Japanese Business Glossary
Input Japanese kanji, Japanese phrase, romaji reading, or the English definition.
DEFINITIONS:
減価償却累計額 (genka shokyaku ruikeigaku) is a Japanese term that translates to "accumulated depreciation" in English. It refers to the total amount of depreciation expense that has been recorded for an asset over its useful life up to a specific point in time.
Accumulated depreciation represents the cumulative wear and tear, usage, or obsolescence that has reduced the value of the asset since it was acquired. It is a contra-asset account on the balance sheet, meaning it offsets the gross value of the asset to reflect its net book value.

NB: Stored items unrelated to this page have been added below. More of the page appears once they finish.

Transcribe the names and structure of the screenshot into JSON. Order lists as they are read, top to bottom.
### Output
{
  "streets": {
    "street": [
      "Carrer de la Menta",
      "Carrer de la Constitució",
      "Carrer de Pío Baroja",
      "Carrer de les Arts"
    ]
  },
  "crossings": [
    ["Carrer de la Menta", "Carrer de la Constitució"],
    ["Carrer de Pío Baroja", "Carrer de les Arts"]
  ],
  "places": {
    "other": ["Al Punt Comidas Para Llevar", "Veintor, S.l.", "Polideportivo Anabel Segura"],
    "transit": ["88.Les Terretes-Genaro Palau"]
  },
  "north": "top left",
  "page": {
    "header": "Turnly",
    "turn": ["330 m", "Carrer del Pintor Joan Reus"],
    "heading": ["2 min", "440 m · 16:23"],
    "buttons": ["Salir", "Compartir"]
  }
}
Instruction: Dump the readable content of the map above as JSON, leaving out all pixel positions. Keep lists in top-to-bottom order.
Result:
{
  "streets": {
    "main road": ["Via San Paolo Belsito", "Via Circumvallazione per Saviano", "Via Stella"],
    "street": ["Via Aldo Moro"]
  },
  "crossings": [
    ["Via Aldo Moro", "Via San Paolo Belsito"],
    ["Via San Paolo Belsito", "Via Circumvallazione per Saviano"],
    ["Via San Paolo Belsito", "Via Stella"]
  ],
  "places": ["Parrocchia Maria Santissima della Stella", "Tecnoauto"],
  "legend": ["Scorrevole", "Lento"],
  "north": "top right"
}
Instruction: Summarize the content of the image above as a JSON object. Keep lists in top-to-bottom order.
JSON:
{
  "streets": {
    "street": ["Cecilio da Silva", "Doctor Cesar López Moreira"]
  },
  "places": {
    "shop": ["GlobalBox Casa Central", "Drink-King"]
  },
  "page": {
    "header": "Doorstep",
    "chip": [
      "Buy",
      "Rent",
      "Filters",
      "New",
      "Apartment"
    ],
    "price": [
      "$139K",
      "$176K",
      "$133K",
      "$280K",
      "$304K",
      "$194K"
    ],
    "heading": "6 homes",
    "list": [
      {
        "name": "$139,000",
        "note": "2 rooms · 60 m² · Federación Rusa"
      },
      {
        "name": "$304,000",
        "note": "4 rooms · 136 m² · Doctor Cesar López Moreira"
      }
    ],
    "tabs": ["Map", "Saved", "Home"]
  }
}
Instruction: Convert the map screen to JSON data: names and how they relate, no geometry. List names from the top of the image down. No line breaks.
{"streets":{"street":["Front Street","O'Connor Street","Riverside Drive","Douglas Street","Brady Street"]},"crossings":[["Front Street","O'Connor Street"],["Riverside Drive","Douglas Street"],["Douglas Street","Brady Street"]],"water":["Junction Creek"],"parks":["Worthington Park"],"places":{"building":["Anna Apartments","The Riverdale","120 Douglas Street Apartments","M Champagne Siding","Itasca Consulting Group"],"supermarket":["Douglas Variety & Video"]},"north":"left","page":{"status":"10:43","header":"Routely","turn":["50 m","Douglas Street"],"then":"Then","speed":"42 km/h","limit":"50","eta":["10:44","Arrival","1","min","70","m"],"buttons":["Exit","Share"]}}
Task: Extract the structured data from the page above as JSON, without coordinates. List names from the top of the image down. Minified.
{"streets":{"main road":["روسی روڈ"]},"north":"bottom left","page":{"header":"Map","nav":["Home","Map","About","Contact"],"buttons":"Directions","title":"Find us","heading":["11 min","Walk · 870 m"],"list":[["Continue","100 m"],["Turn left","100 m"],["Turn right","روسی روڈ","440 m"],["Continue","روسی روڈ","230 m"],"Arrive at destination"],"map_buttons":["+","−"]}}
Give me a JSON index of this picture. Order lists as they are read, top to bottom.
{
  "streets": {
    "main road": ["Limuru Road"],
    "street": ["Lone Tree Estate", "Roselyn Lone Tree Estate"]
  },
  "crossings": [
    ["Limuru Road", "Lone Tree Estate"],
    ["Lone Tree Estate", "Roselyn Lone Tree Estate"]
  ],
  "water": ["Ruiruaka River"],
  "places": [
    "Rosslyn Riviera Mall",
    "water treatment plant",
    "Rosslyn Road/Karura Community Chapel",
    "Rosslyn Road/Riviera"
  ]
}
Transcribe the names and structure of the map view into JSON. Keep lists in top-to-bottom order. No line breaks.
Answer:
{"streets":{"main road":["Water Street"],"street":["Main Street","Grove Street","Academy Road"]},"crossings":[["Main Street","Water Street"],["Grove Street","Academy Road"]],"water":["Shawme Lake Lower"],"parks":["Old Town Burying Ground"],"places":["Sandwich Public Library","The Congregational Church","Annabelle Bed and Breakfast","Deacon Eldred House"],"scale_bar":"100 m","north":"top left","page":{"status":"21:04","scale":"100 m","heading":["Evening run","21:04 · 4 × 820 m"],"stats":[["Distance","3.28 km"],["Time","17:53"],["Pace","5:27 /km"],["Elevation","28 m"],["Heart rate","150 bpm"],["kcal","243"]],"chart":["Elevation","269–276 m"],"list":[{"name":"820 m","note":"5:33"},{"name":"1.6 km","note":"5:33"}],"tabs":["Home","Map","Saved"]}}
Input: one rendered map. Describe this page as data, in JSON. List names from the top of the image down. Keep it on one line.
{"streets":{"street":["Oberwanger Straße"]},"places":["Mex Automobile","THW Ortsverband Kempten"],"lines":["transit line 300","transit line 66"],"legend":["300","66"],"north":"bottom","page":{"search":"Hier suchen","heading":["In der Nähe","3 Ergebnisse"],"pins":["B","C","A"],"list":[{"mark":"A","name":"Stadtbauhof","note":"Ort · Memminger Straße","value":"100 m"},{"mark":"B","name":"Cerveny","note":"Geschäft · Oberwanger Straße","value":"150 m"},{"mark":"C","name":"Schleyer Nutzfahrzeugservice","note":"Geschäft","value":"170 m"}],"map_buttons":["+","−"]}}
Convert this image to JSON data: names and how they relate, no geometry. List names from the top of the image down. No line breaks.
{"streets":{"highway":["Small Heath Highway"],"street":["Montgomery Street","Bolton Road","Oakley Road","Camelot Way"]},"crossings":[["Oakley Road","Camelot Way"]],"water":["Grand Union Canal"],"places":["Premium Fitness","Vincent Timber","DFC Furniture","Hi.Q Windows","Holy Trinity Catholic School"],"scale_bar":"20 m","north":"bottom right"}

In accounting, the process of recording depreciation helps allocate the cost of a tangible asset over its useful life. For example, if a piece of equipment is expected to be used for ten years, its cost is gradually expensed over that period through depreciation. The accumulated depreciation account keeps track of these expenses, providing a clear picture of the asset's decreasing value over time.
戻入 (reinyu or modoriire) is a Japanese term that translates to "reversal" or "reinstatement" in English. It refers to the act of returning something to its original state or position. In financial and accounting contexts, reinyu specifically means reversing a previously recorded entry or reinstating a previously deducted amount back into the accounts.
For example, if an expense was mistakenly recorded, a reinyu entry would be made to correct the mistake by reversing the initial entry. Similarly, if a provision or reserve was set aside for a specific purpose but is no longer needed, the funds can be reinyu, or returned, to the general account. This term is important for ensuring accuracy and transparency in financial records.
預金 (yokin) refers to a deposit or savings in a bank or financial institution. It is money that an individual or business places into an account for safekeeping and to earn interest.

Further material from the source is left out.